Economic uncertainties of an independent Catalonia
‘Propaganda war’ between separatists and unionists pivots on EU membership
Perils of protest: Not only does Catalonia risk leaving the euro, it could could also see FC Barcelona barred from playing in the Spanish league. Photograph: Gerard Julien/AFP/Getty Images
Catalonia would be excluded from the European Union if it broke away from Spain, according to opponents of the region’s independence drive. They also claim it would struggle for international recognition, get bogged down in domestic political spats and even see its flagship soccer team, FC Barcelona, barred from playing in the Spanish league.
While those who want independence fiercely contest these scenarios, another issue has dominated the debate: the economic impact of secession.
On Sunday, Catalans will vote in a regional election that nationalists are using as a plebiscite on independence. If regional premier Artur Mas and his coalition of pro-independence politicians and grass-roots candidates gain a majority of seats in the Catalan parliament, they plan to begin the process of creating a new nation, in defiance of the Spanish state.
Last Monday, the chairman of the Bank of Spain, Luis María Linde, warned that such an eventuality could have devastating consequences for the north-eastern region of 7.5 million inhabitants.
“Catalonia’s exit from the euro would be automatic,” he said during a panel discussion in Madrid. “If there were serious tensions there could be a deposit freeze, as we’ve seen in Latin America and Greece.”
Those comments came just three days after two banking associations issued a joint communique on the risks of independence for Catalonia, which they said included exclusion from the euro zone, judicial insecurity and the choking of credit.

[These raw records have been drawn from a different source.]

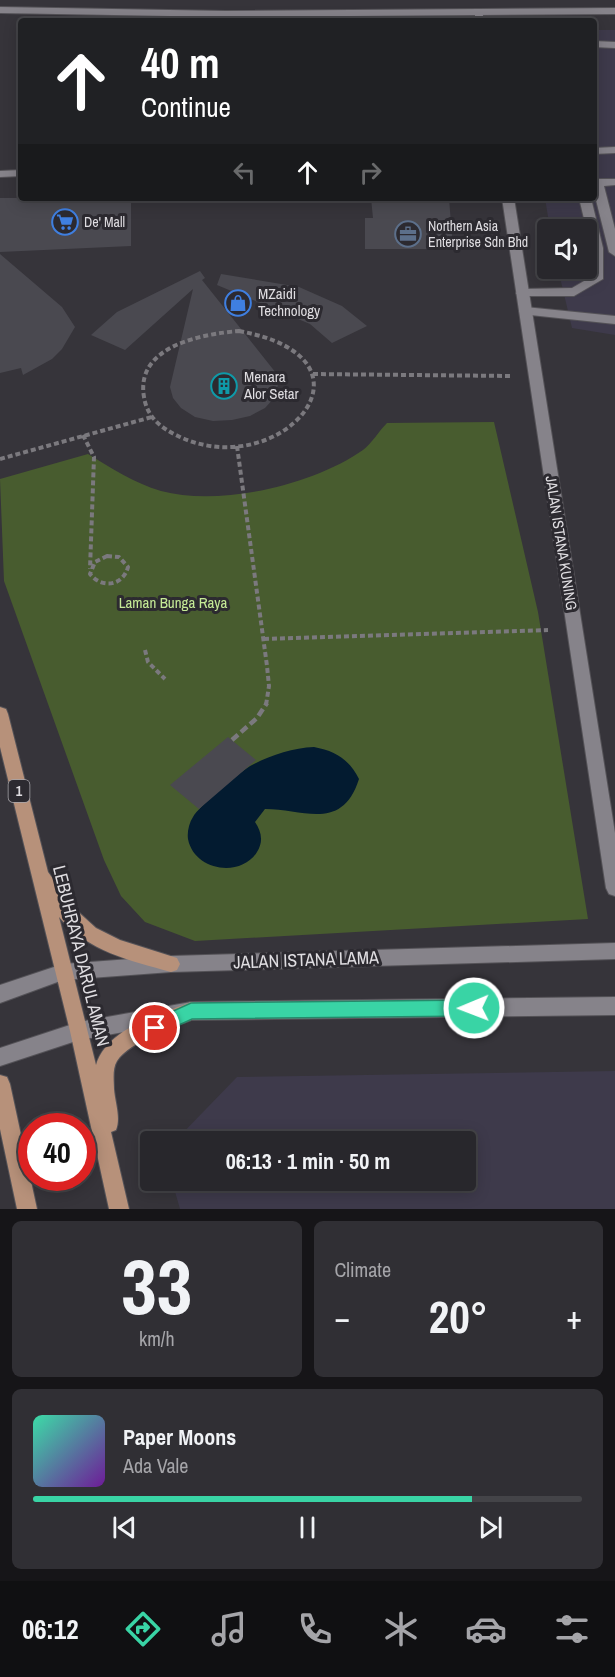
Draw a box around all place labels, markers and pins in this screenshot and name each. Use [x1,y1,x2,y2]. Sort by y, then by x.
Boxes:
supermarket icon: De' Mall [50,207,80,237]
place label: De' Mall [84,213,125,231]
place label: Northern Asia Enterprise Sdn Bhd [428,217,528,251]
office icon: Northern Asia Enterprise Sdn Bhd [393,219,423,249]
place label: MZaidi Technology [258,283,321,321]
shop icon: MZaidi Technology [223,288,253,318]
place label: Menara Alor Setar [243,366,299,404]
building icon: Menara Alor Setar [209,371,239,401]
pin [129,1002,180,1053]

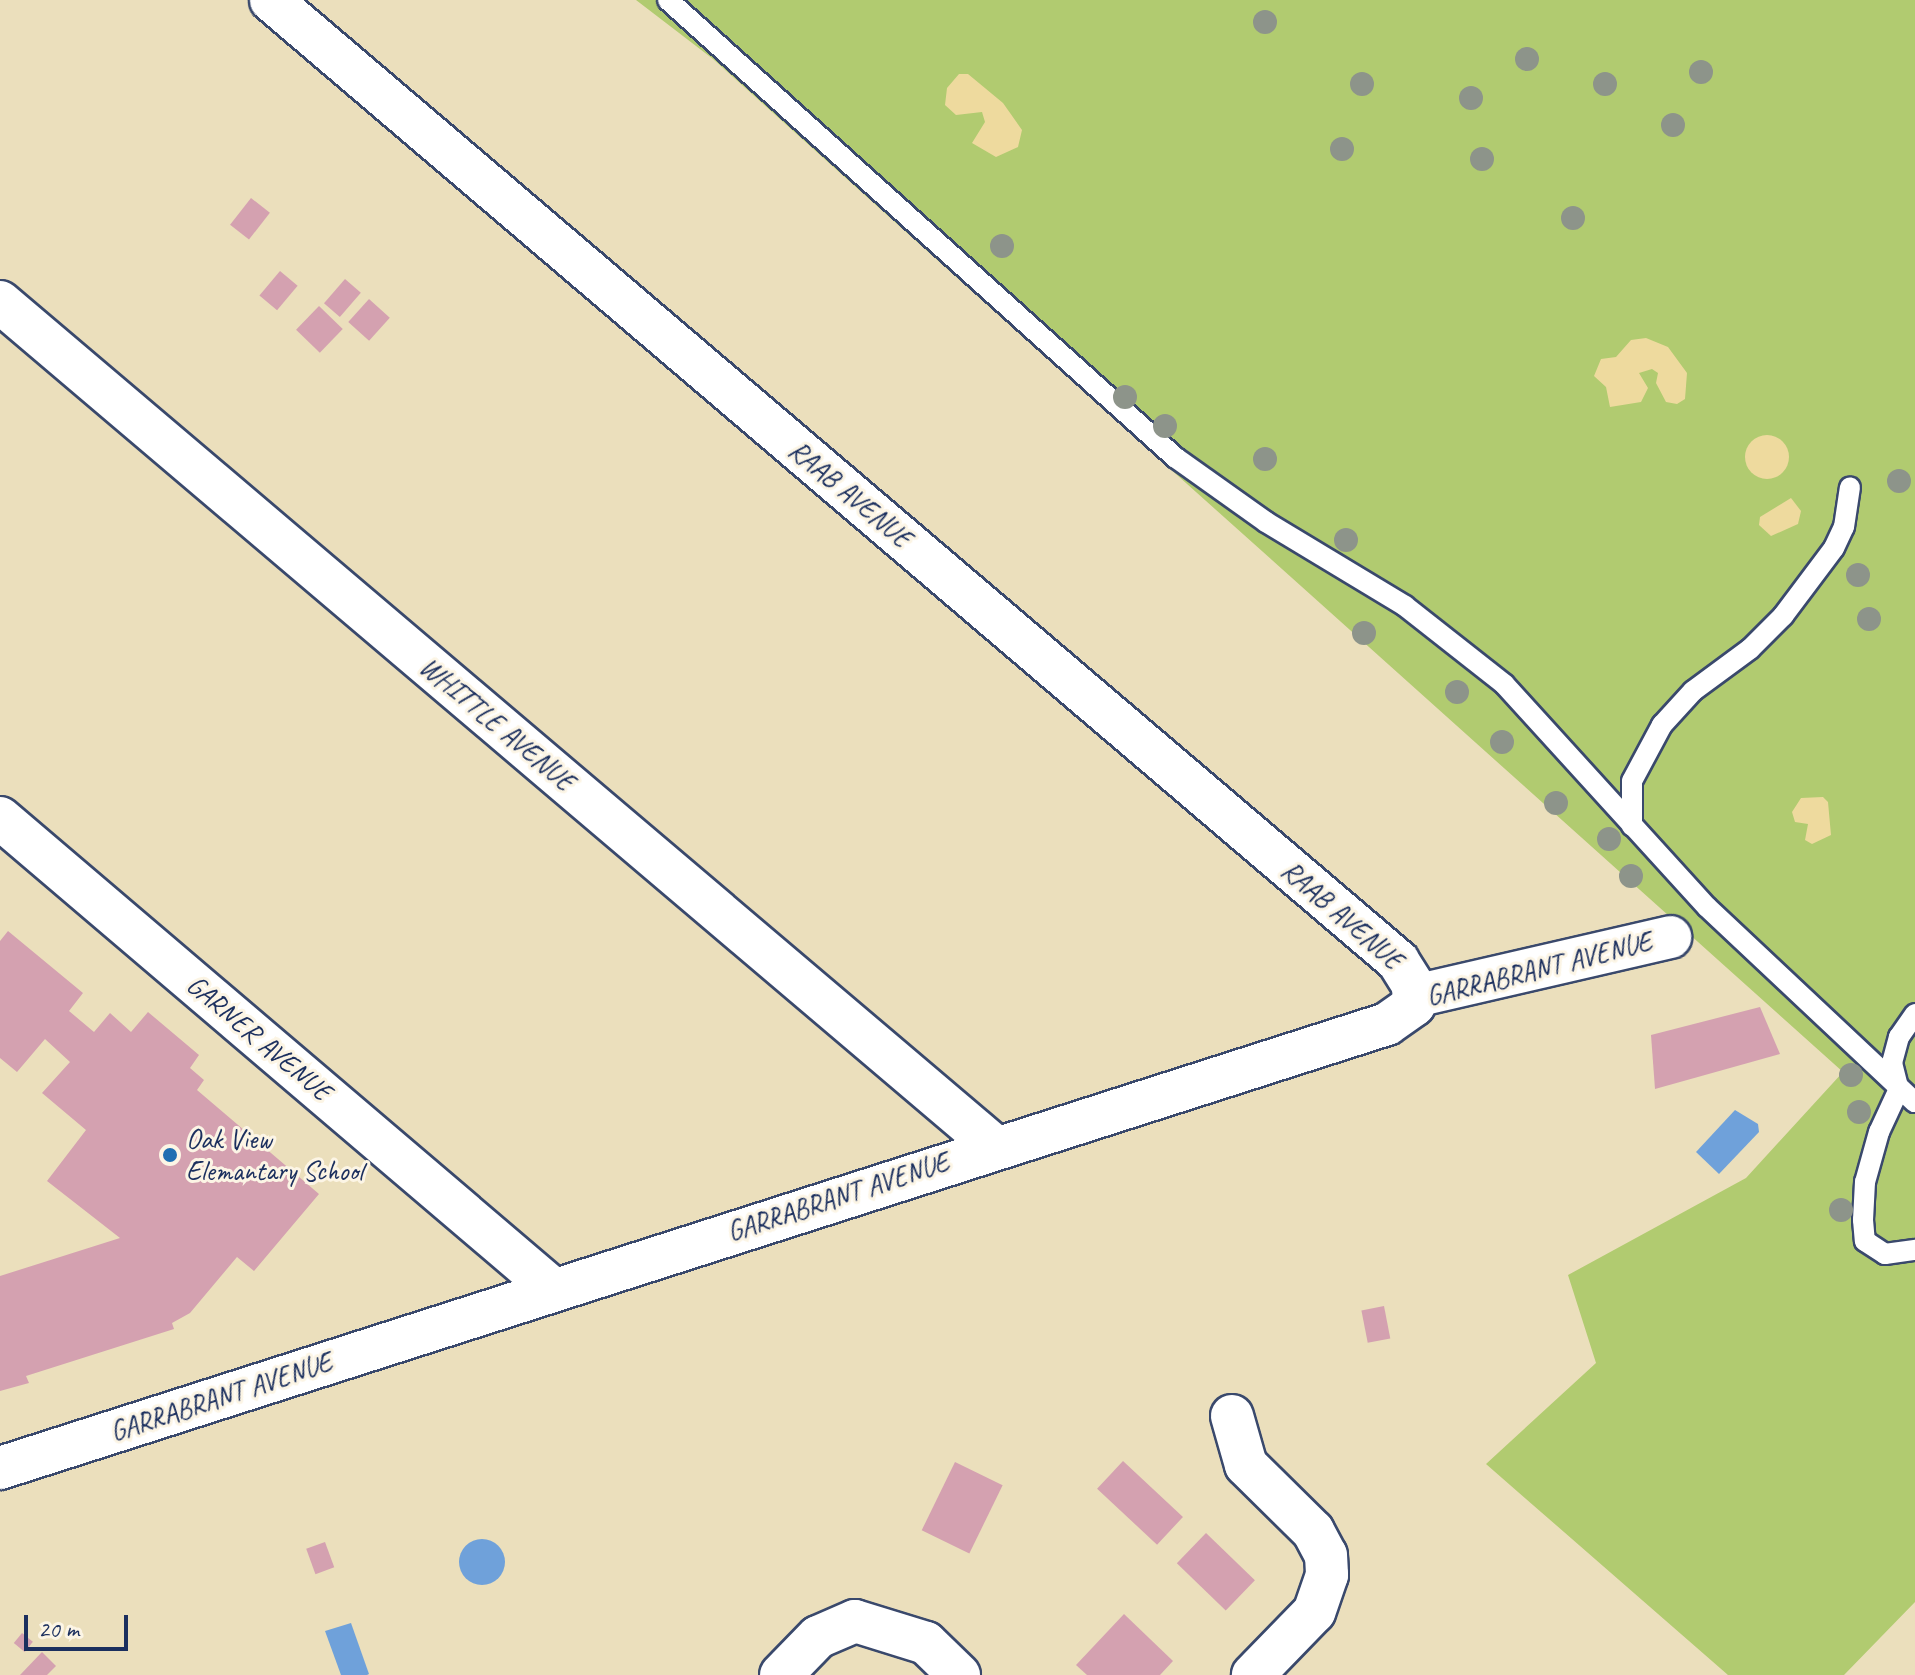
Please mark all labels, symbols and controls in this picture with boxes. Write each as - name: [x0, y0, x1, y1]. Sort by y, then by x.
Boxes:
- street label: RAAB AVENUE: [782, 433, 918, 555]
- street label: WHITTLE AVENUE: [413, 650, 581, 798]
- street label: RAAB AVENUE: [1275, 853, 1409, 977]
- street label: GARRABRANT AVENUE: [1423, 925, 1655, 1013]
- street label: GARNER AVENUE: [180, 968, 338, 1108]
- place label: Oak View Elemantary School: [186, 1122, 363, 1188]
- street label: GARRABRANT AVENUE: [723, 1145, 953, 1249]
- marker: Oak View Elemantary School: [161, 1146, 179, 1164]
- street label: GARRABRANT AVENUE: [106, 1345, 336, 1449]
- scale bar: [28, 1599, 132, 1649]
- text: 20 m: [38, 1614, 79, 1644]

“It is irresponsible and indecent to make threats that nobody in a democratic country would dare suggest. They do it because they have no other arguments,” he added.
Mas also threatened to shelve Catalonia’s share of its public debt obligations – estimated at around €180 billion – leaving the Spanish state to pay them instead. But despite their glaring differences, what separatists and unionists do agree on is the economic importance of the region.

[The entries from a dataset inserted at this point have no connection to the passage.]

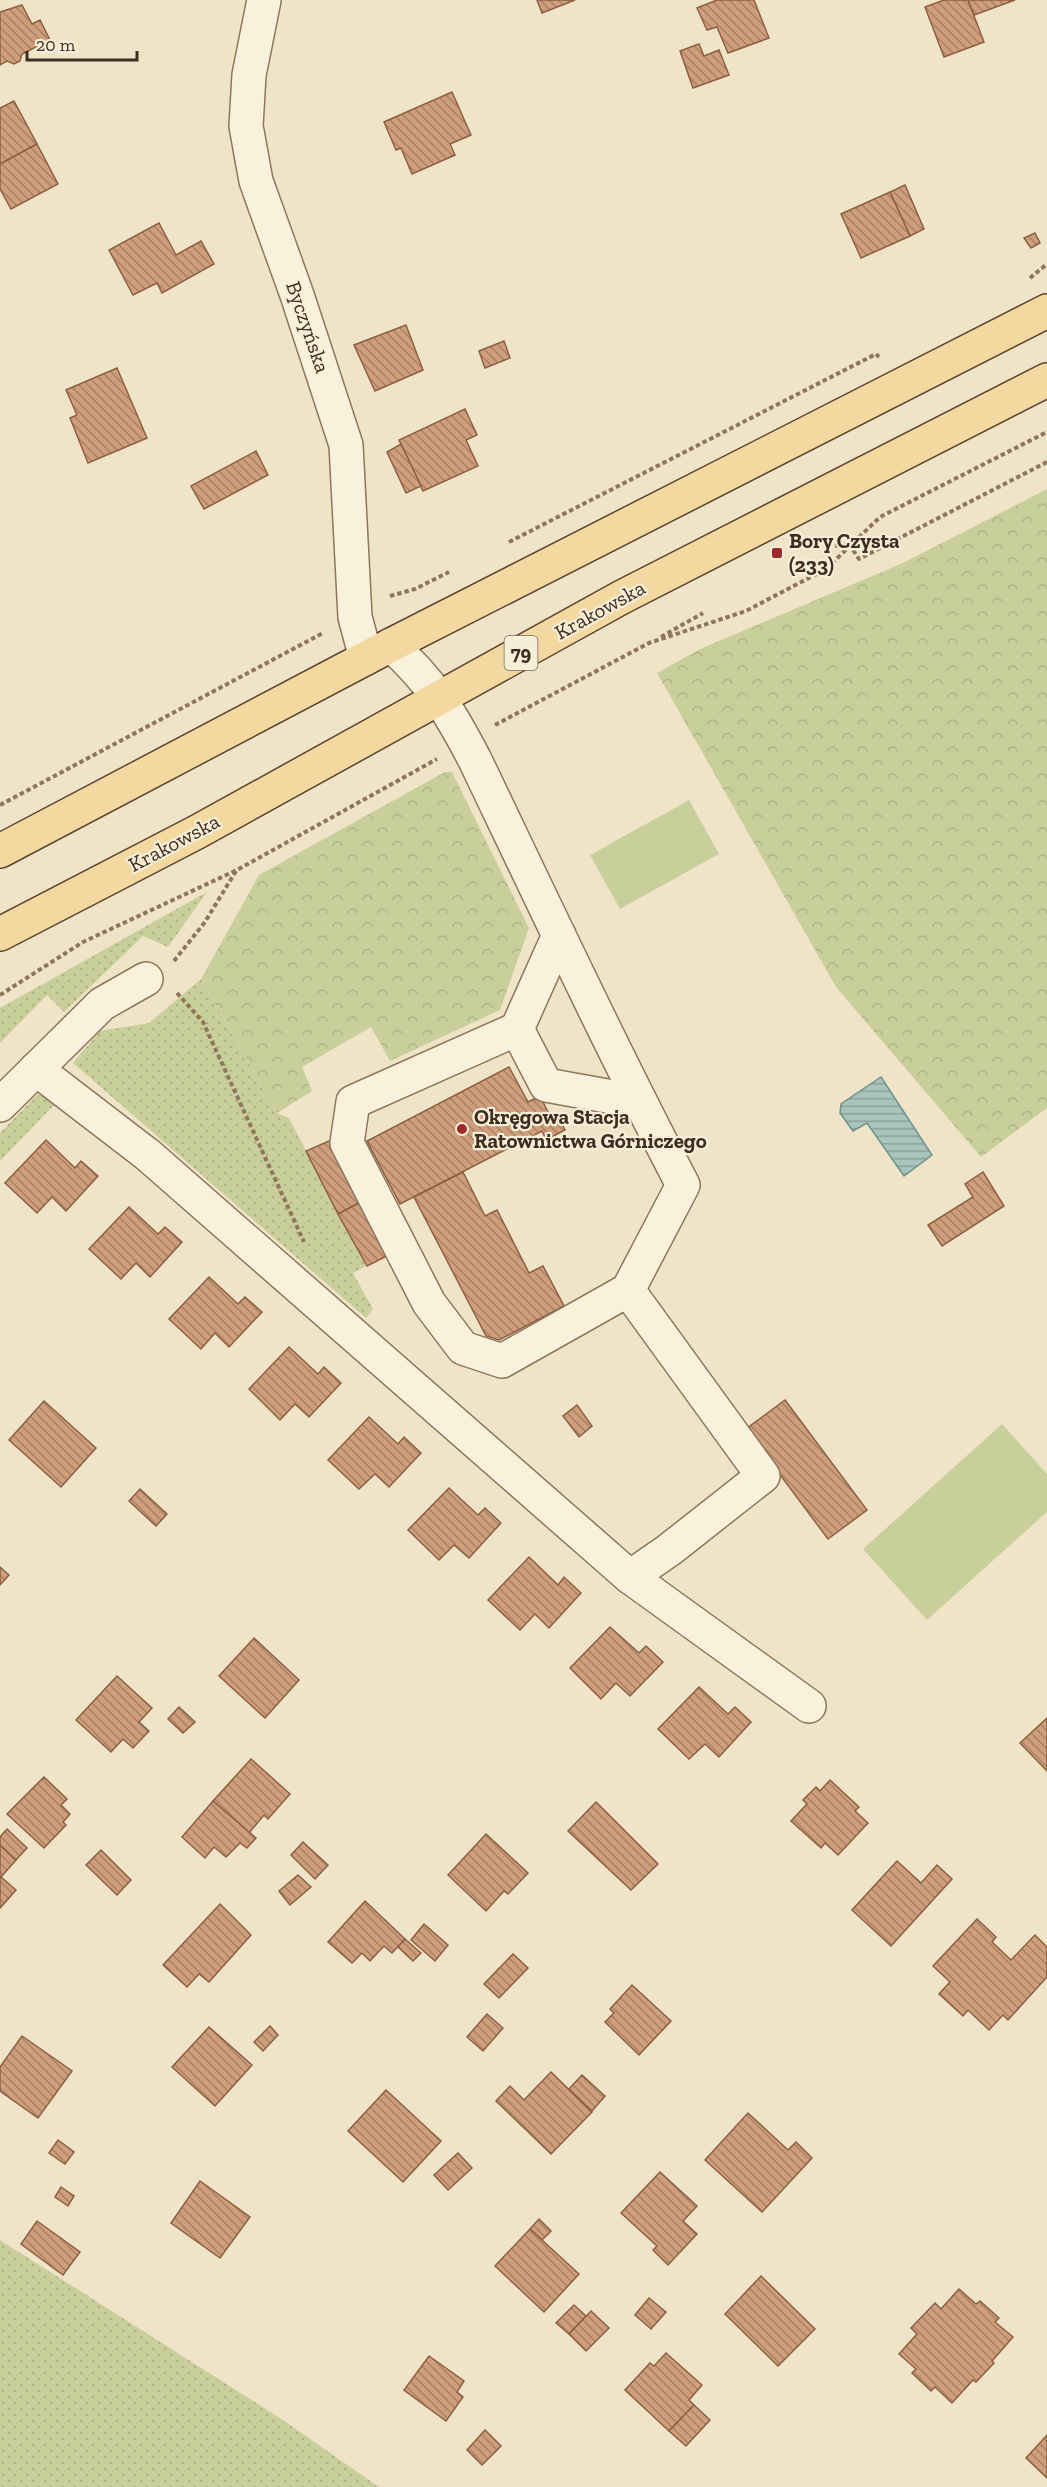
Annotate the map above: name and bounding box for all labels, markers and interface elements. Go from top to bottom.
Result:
scale bar [27,24,136,62]
text: 20 m [36,34,76,56]
street label: Byczyńska [281,278,336,376]
place label: Bory Czysta (233) [789,528,900,577]
marker: Bory Czysta (233) [770,546,784,560]
street label: Krakowska [550,574,649,645]
road number: 79 [504,636,538,670]
street label: Krakowska [124,808,224,877]
place label: Okręgowa Stacja Ratownictwa Górniczego [474,1104,707,1153]
marker: Okręgowa Stacja Ratownictwa Górniczego [455,1122,469,1136]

Representing just under a fifth of Spanish GDP, Catalonia is the wealthiest of the country’s 17 regions. As well as being home to several large banks, it boasts energy firm Gas Natural, carmaker Seat and infrastructure giant Abertis. But small and medium-sized businesses make up over 90 per cent of the region’s output.
“Here in Catalonia we lean towards a production-based economy, whereas Madrid relies more on a financial, speculative economy,” says Albert Pont, president of the Catalan Business Circle and a supporter of independence. “Catalonia is the country’s main industrial hub even though the recent economic crisis damaged that sector a lot.”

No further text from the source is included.